Youth Unemployment
Philip Dunne challenges the Secretary of State for Work and Pensions on the Governmnet's policy for tackling youth unemployment.
Mr. Philip Dunne (Ludlow) (Con): What steps her Department is taking to reduce the level of youth unemployment. [321774]
The Secretary of State for Work and Pensions (Yvette Cooper): We are backing 470,000 additional youth opportunities, including through the £1 billion future jobs fund, as well as extra training and job opportunities. That is part of a youth guarantee, which is that all young people should be guaranteed a job, training or a work placement if they have been unemployed for more than six months.
Mr. Dunne: I thank the Secretary of State for that answer, but does she recognise that 923,000 young people aged between 16 and 24 are now unemployed? That is a 50 per cent. increase on the number in that age group unemployed when this Government came to power in 1997. Will she admit that the Government have got it terribly wrong for the youth unemployed?
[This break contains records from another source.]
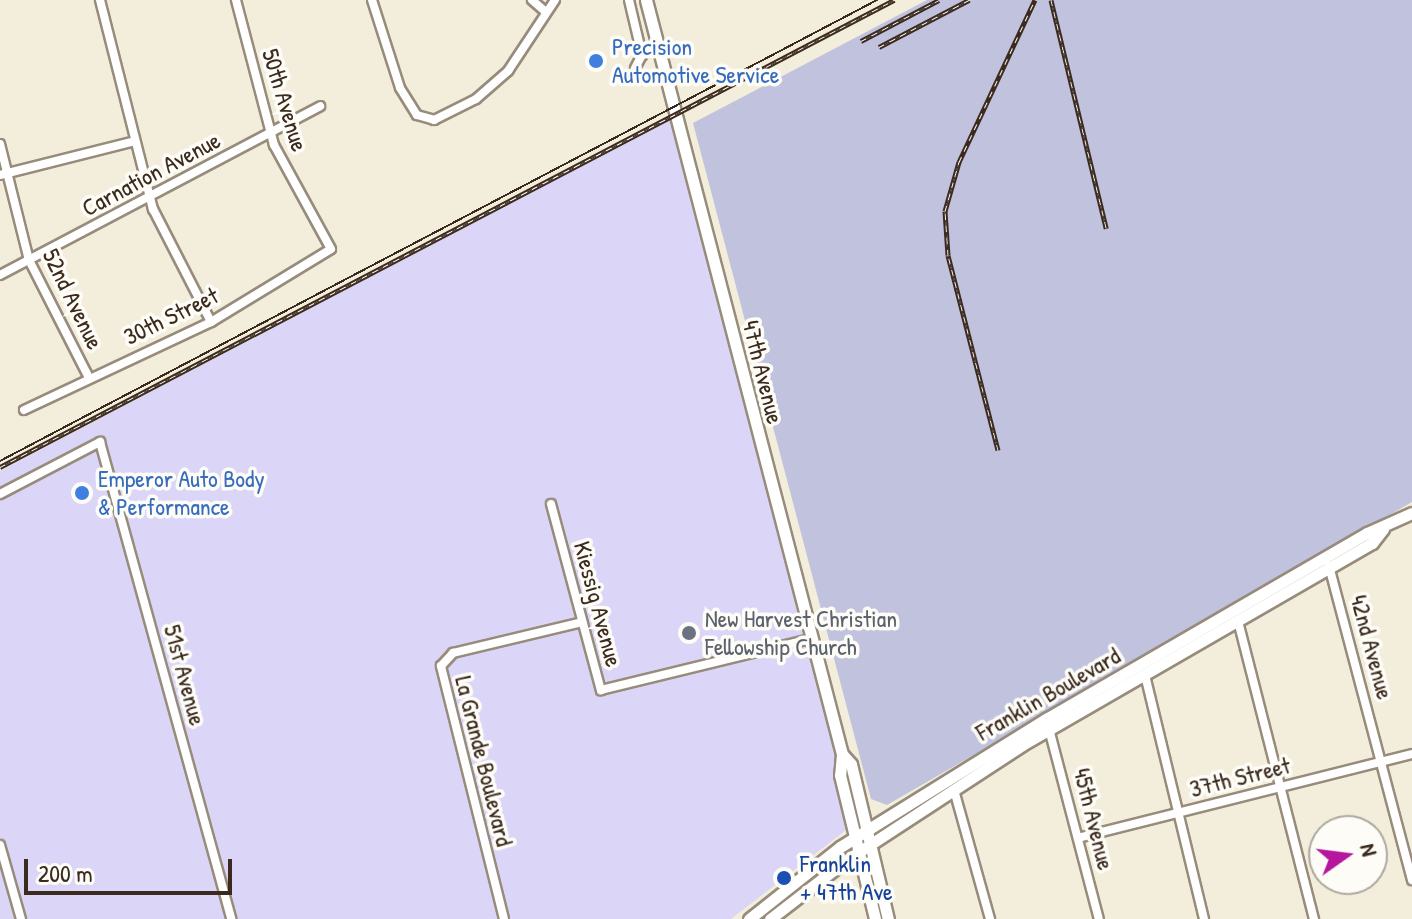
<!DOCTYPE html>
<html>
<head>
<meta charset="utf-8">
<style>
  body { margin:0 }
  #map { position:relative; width:1412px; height:919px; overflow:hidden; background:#f3eedb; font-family:"Patrick Hand",sans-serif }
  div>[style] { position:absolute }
  .built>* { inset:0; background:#dbd6f7 }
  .industrial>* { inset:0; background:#c1c2dd }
  .roads { filter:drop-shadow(2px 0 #978c7c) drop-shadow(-2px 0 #978c7c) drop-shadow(0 2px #978c7c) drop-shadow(0 -2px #978c7c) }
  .street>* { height:8px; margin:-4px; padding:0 4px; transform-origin:4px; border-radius:4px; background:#fff }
  .secondary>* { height:11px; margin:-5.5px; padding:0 5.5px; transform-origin:5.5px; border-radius:5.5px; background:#fff }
  .tram>* { height:2px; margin:-1px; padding:0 1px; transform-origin:1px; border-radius:1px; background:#3b2a1e }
  .rail>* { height:5px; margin-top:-2.5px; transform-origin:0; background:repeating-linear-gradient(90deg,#fdfcf7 0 6px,#3b2a1e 0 12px); box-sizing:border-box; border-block:2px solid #3b2a1e }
  .dots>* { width:22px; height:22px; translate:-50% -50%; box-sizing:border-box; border:4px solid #fdfcf7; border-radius:50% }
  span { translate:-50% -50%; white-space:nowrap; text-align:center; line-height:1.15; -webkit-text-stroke:7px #fdfcf7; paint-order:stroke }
  .shop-label { font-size:24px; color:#366cbe }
  .left { translate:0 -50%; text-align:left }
  .street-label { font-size:24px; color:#3b2a1e }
  .worship-label { font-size:24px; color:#5b616d }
  .transit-label { font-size:24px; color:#164399 }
  .north { position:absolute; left:1308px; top:815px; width:80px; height:80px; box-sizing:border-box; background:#fdfcf7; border:2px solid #afa8a0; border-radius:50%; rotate:76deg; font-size:22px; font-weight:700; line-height:32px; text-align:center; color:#3b2a1e }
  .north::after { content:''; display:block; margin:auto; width:28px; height:36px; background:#b5179e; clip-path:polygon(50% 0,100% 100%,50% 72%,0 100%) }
  .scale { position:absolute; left:24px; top:859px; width:208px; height:36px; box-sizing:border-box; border:4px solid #3b2a1e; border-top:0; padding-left:10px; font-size:24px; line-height:28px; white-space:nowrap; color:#3b2a1e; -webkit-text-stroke:6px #fdfcf7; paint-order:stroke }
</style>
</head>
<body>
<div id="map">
  <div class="built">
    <div style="clip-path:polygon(675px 116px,854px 824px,731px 919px,0 919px,0 471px)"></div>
  </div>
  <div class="industrial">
    <div style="clip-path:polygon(927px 0,1412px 0,1412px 502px,887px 805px,871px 799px,693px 123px)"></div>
  </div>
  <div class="roads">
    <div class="street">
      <div style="left:100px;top:0;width:216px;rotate:75.8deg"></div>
      <div style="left:153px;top:209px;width:127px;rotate:62.8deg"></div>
      <div style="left:372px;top:0;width:92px;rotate:72.3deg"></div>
      <div style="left:400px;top:88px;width:32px;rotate:58deg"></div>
      <div style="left:417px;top:115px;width:18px;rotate:16deg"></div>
      <div style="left:434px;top:120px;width:47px;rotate:-26.6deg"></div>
      <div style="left:476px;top:99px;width:43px;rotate:-41.2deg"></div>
      <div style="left:508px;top:71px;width:85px;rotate:-56.5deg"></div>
      <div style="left:532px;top:0;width:18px;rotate:41deg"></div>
      <div style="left:629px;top:0;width:57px;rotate:76.7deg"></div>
      <div style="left:642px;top:55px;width:15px;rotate:118deg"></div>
      <div style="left:0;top:144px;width:120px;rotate:76deg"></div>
      <div style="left:29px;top:260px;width:130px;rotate:63deg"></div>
      <div style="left:0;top:175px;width:139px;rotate:-14.1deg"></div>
      <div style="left:0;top:275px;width:362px;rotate:-27.8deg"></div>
      <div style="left:24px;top:410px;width:207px;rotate:-25.2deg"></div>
      <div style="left:211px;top:322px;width:140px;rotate:-31.3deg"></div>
      <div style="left:331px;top:249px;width:119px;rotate:-118.7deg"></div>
      <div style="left:274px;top:145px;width:150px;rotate:-104.7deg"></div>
      <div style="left:0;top:494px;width:113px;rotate:-27.5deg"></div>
      <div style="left:100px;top:442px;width:495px;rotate:74.6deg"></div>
      <div style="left:551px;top:504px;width:193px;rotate:75deg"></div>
      <div style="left:601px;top:690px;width:215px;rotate:-13.7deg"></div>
      <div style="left:1329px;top:566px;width:325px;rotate:75.2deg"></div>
      <div style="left:1238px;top:621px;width:308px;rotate:75.7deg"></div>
      <div style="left:1145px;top:675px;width:251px;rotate:76.4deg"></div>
      <div style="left:1049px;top:729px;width:196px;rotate:75.3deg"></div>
      <div style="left:954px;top:790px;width:134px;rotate:74.4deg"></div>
      <div style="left:1078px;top:838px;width:344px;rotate:-14.1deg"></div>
      <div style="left:0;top:845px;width:77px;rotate:74.2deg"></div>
      <div style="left:504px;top:919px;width:261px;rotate:-104deg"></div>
      <div style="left:441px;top:666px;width:18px;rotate:-47deg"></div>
      <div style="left:453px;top:653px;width:133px;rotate:-13.5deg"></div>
    </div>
    <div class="secondary">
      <div style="left:646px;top:0;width:779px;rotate:75.43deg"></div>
      <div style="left:842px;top:754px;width:21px;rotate:95deg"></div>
      <div style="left:840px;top:775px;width:148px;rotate:76.3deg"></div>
      <div style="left:842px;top:754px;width:13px;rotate:48deg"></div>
      <div style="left:851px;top:764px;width:159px;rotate:76.6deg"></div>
      <div style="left:749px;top:919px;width:116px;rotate:-38.4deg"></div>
      <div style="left:840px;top:847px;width:243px;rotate:-31.9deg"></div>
      <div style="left:1046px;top:719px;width:371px;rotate:-30.1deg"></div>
      <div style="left:1367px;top:533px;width:49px;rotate:-24deg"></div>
      <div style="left:770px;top:919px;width:98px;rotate:-37.6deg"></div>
      <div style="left:848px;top:859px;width:208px;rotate:-33.2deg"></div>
      <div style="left:1022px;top:745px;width:404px;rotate:-30deg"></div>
      <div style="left:1372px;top:543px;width:18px;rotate:-52deg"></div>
    </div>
  </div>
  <div class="tram">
    <div style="left:0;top:461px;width:991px;rotate:-27.73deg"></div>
  </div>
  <div class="rail">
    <div style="left:1051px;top:0;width:235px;rotate:76.4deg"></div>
    <div style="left:861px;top:41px;width:88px;rotate:-27.7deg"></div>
    <div style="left:879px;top:47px;width:102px;rotate:-27.6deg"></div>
    <div style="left:998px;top:450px;width:201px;rotate:-104.4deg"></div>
    <div style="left:948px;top:255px;width:44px;rotate:-93.9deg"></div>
    <div style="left:945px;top:211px;width:51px;rotate:-74.1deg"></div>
    <div style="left:959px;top:162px;width:179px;rotate:-64.9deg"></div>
    <div style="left:0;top:467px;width:1009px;rotate:-27.58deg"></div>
  </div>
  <div class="dots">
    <div style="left:596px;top:61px;background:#3f7fe0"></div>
    <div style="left:82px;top:493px;background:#3f7fe0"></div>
    <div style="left:689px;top:633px;background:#6b7280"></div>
    <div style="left:784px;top:878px;background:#1a4fb4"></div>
  </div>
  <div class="shop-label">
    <span class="left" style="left:612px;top:61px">Precision<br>Automotive Service</span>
    <span class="left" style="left:98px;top:493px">Emperor Auto Body<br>&amp; Performance</span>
  </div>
  <div class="street-label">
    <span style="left:285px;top:100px;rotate:73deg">50th Avenue</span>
    <span style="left:151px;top:174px;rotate:-28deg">Carnation Avenue</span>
    <span style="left:73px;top:299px;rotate:64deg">52nd Avenue</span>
    <span style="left:171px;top:316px;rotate:-26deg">30th Street</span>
    <span style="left:763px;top:372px;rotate:76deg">47th Avenue</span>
    <span style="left:598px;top:604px;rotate:75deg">Kiessig Avenue</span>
    <span style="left:1372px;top:647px;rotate:75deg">42nd Avenue</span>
    <span style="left:185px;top:675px;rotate:75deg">51st Avenue</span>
    <span style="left:1048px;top:694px;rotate:-30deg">Franklin Boulevard</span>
    <span style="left:484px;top:761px;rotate:76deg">La Grande Boulevard</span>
    <span style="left:1240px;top:777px;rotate:-14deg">37th Street</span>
    <span style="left:1094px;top:819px;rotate:76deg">45th Avenue</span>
  </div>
  <div class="worship-label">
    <span class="left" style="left:705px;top:633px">New Harvest Christian<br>Fellowship Church</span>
  </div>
  <div class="transit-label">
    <span class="left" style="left:800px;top:878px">Franklin<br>+ 47th Ave</span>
  </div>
  <div class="north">N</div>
  <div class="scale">200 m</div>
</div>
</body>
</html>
Yvette Cooper: No, I think the Government are right to provide additional support for young people, through a youth guarantee that the hon. Gentleman's party opposes, and the future jobs fund, which it would abolish. He asked about the figures. In fact, if we exclude the number of full-time students from those figures, there are 657,000 young people who are unemployed according to the definition of the International Labour Organisation, compared with 830,000 in the early '90s and more than 1 million in the early '80s. It was the hon. Gentleman's party that turned its back on the young unemployed and left a lost generation, whose scars we have seen for very many years. We are not prepared to do that, which is why we are investing in the youth guarantee that his party opposes.